(EXERCISE) The entries must be set down again word for word; no pictures belong in the copy.

Content starts

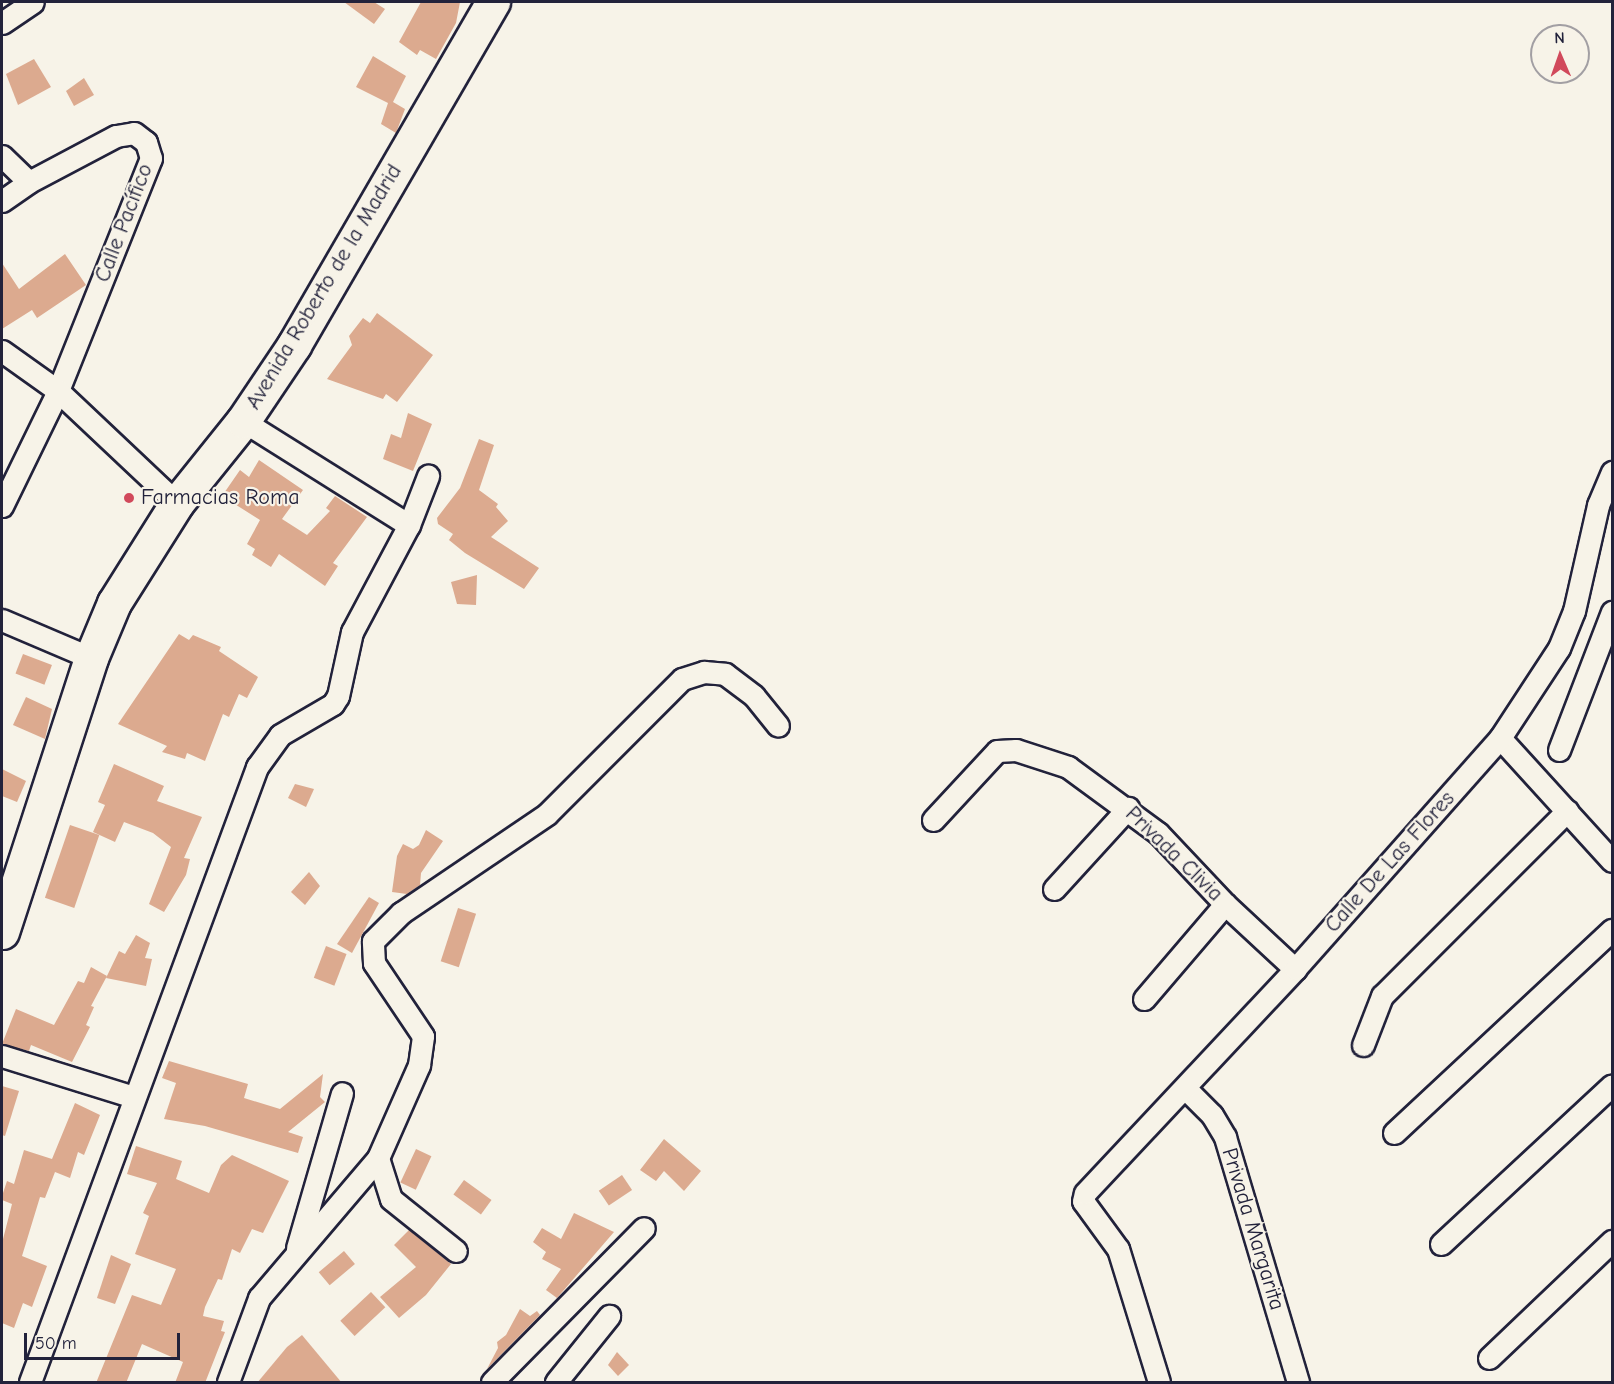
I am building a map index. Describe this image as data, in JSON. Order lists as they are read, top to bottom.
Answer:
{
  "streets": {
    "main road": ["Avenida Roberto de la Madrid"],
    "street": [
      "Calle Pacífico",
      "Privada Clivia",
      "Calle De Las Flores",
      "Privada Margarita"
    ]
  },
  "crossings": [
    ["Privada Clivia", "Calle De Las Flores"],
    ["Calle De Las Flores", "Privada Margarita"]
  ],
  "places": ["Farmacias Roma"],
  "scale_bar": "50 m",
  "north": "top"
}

Content ends

(RESULT OF THE TASK)
I am building a map index. Describe this image as data, in JSON. Order lists as they are read, top to bottom.
Answer:
{
  "streets": {
    "main road": ["Avenida Roberto de la Madrid"],
    "street": [
      "Calle Pacífico",
      "Privada Clivia",
      "Calle De Las Flores",
      "Privada Margarita"
    ]
  },
  "crossings": [
    ["Privada Clivia", "Calle De Las Flores"],
    ["Calle De Las Flores", "Privada Margarita"]
  ],
  "places": ["Farmacias Roma"],
  "scale_bar": "50 m",
  "north": "top"
}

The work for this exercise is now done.